▶ Brief
Your response should match the records line for line.

Top of Materials provided

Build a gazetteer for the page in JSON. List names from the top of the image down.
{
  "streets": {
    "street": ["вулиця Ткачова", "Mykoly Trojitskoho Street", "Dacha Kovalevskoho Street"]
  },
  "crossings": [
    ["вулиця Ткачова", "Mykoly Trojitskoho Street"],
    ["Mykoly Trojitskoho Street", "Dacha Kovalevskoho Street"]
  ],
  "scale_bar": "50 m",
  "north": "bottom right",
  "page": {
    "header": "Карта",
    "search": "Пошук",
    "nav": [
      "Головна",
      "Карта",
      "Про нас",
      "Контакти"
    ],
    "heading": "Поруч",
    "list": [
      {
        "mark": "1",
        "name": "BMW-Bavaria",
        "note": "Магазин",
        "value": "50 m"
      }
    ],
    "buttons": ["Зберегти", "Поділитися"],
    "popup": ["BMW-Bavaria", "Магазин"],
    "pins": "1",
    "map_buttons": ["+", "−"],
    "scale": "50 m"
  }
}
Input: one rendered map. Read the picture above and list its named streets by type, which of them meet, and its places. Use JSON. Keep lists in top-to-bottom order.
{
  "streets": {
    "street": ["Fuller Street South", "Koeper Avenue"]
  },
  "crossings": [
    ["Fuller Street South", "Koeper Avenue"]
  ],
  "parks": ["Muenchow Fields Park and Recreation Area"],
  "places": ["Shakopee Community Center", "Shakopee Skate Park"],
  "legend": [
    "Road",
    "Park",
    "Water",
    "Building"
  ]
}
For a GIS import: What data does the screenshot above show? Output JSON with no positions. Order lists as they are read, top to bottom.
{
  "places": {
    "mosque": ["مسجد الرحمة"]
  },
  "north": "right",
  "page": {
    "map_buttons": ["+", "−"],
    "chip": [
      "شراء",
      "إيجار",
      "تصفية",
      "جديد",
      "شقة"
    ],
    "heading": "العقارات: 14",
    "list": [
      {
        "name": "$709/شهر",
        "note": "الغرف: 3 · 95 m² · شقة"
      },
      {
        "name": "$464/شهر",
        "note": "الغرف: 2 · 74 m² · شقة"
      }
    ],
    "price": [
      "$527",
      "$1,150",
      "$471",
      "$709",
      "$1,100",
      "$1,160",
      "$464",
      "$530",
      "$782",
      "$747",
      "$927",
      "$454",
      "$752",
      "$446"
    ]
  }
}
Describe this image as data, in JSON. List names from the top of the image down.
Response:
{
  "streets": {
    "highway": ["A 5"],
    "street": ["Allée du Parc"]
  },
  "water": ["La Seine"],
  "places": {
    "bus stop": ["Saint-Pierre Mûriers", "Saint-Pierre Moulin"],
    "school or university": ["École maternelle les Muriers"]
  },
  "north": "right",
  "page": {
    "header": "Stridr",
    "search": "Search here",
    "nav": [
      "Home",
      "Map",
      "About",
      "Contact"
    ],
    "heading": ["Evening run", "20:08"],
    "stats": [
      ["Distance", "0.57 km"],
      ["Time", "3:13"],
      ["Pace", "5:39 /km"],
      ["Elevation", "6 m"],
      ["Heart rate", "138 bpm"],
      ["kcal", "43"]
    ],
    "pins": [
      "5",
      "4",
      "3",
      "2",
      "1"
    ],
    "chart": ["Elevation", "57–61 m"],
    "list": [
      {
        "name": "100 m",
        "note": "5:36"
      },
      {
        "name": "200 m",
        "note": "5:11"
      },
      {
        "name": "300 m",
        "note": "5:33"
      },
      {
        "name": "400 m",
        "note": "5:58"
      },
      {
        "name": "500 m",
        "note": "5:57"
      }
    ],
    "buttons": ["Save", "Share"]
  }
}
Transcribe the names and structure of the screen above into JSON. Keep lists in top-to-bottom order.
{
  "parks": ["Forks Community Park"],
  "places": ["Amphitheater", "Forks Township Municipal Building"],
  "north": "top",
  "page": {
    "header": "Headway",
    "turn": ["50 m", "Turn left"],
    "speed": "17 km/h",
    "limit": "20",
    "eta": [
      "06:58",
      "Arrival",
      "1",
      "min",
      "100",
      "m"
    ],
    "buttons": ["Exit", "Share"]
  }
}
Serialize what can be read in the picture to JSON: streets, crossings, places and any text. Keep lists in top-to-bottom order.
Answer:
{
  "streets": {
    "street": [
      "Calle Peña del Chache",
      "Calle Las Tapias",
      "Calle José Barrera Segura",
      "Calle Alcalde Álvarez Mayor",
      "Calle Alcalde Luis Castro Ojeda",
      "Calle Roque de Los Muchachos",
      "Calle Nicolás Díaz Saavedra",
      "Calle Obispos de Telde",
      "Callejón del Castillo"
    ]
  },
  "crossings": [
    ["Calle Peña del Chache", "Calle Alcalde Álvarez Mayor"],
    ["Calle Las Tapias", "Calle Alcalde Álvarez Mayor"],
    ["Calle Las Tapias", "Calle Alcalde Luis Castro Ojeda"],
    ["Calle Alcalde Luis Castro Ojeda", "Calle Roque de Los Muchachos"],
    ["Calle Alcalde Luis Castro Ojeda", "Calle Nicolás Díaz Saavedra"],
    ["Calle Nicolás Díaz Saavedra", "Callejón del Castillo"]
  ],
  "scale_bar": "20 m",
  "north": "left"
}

Bottom of Materials provided

▶ Finished task
Build a gazetteer for the page in JSON. List names from the top of the image down.
{
  "streets": {
    "street": ["вулиця Ткачова", "Mykoly Trojitskoho Street", "Dacha Kovalevskoho Street"]
  },
  "crossings": [
    ["вулиця Ткачова", "Mykoly Trojitskoho Street"],
    ["Mykoly Trojitskoho Street", "Dacha Kovalevskoho Street"]
  ],
  "scale_bar": "50 m",
  "north": "bottom right",
  "page": {
    "header": "Карта",
    "search": "Пошук",
    "nav": [
      "Головна",
      "Карта",
      "Про нас",
      "Контакти"
    ],
    "heading": "Поруч",
    "list": [
      {
        "mark": "1",
        "name": "BMW-Bavaria",
        "note": "Магазин",
        "value": "50 m"
      }
    ],
    "buttons": ["Зберегти", "Поділитися"],
    "popup": ["BMW-Bavaria", "Магазин"],
    "pins": "1",
    "map_buttons": ["+", "−"],
    "scale": "50 m"
  }
}
Input: one rendered map. Read the picture above and list its named streets by type, which of them meet, and its places. Use JSON. Keep lists in top-to-bottom order.
{
  "streets": {
    "street": ["Fuller Street South", "Koeper Avenue"]
  },
  "crossings": [
    ["Fuller Street South", "Koeper Avenue"]
  ],
  "parks": ["Muenchow Fields Park and Recreation Area"],
  "places": ["Shakopee Community Center", "Shakopee Skate Park"],
  "legend": [
    "Road",
    "Park",
    "Water",
    "Building"
  ]
}
For a GIS import: What data does the screenshot above show? Output JSON with no positions. Order lists as they are read, top to bottom.
{
  "places": {
    "mosque": ["مسجد الرحمة"]
  },
  "north": "right",
  "page": {
    "map_buttons": ["+", "−"],
    "chip": [
      "شراء",
      "إيجار",
      "تصفية",
      "جديد",
      "شقة"
    ],
    "heading": "العقارات: 14",
    "list": [
      {
        "name": "$709/شهر",
        "note": "الغرف: 3 · 95 m² · شقة"
      },
      {
        "name": "$464/شهر",
        "note": "الغرف: 2 · 74 m² · شقة"
      }
    ],
    "price": [
      "$527",
      "$1,150",
      "$471",
      "$709",
      "$1,100",
      "$1,160",
      "$464",
      "$530",
      "$782",
      "$747",
      "$927",
      "$454",
      "$752",
      "$446"
    ]
  }
}
Describe this image as data, in JSON. List names from the top of the image down.
Response:
{
  "streets": {
    "highway": ["A 5"],
    "street": ["Allée du Parc"]
  },
  "water": ["La Seine"],
  "places": {
    "bus stop": ["Saint-Pierre Mûriers", "Saint-Pierre Moulin"],
    "school or university": ["École maternelle les Muriers"]
  },
  "north": "right",
  "page": {
    "header": "Stridr",
    "search": "Search here",
    "nav": [
      "Home",
      "Map",
      "About",
      "Contact"
    ],
    "heading": ["Evening run", "20:08"],
    "stats": [
      ["Distance", "0.57 km"],
      ["Time", "3:13"],
      ["Pace", "5:39 /km"],
      ["Elevation", "6 m"],
      ["Heart rate", "138 bpm"],
      ["kcal", "43"]
    ],
    "pins": [
      "5",
      "4",
      "3",
      "2",
      "1"
    ],
    "chart": ["Elevation", "57–61 m"],
    "list": [
      {
        "name": "100 m",
        "note": "5:36"
      },
      {
        "name": "200 m",
        "note": "5:11"
      },
      {
        "name": "300 m",
        "note": "5:33"
      },
      {
        "name": "400 m",
        "note": "5:58"
      },
      {
        "name": "500 m",
        "note": "5:57"
      }
    ],
    "buttons": ["Save", "Share"]
  }
}
Transcribe the names and structure of the screen above into JSON. Keep lists in top-to-bottom order.
{
  "parks": ["Forks Community Park"],
  "places": ["Amphitheater", "Forks Township Municipal Building"],
  "north": "top",
  "page": {
    "header": "Headway",
    "turn": ["50 m", "Turn left"],
    "speed": "17 km/h",
    "limit": "20",
    "eta": [
      "06:58",
      "Arrival",
      "1",
      "min",
      "100",
      "m"
    ],
    "buttons": ["Exit", "Share"]
  }
}
Serialize what can be read in the picture to JSON: streets, crossings, places and any text. Keep lists in top-to-bottom order.
Answer:
{
  "streets": {
    "street": [
      "Calle Peña del Chache",
      "Calle Las Tapias",
      "Calle José Barrera Segura",
      "Calle Alcalde Álvarez Mayor",
      "Calle Alcalde Luis Castro Ojeda",
      "Calle Roque de Los Muchachos",
      "Calle Nicolás Díaz Saavedra",
      "Calle Obispos de Telde",
      "Callejón del Castillo"
    ]
  },
  "crossings": [
    ["Calle Peña del Chache", "Calle Alcalde Álvarez Mayor"],
    ["Calle Las Tapias", "Calle Alcalde Álvarez Mayor"],
    ["Calle Las Tapias", "Calle Alcalde Luis Castro Ojeda"],
    ["Calle Alcalde Luis Castro Ojeda", "Calle Roque de Los Muchachos"],
    ["Calle Alcalde Luis Castro Ojeda", "Calle Nicolás Díaz Saavedra"],
    ["Calle Nicolás Díaz Saavedra", "Callejón del Castillo"]
  ],
  "scale_bar": "20 m",
  "north": "left"
}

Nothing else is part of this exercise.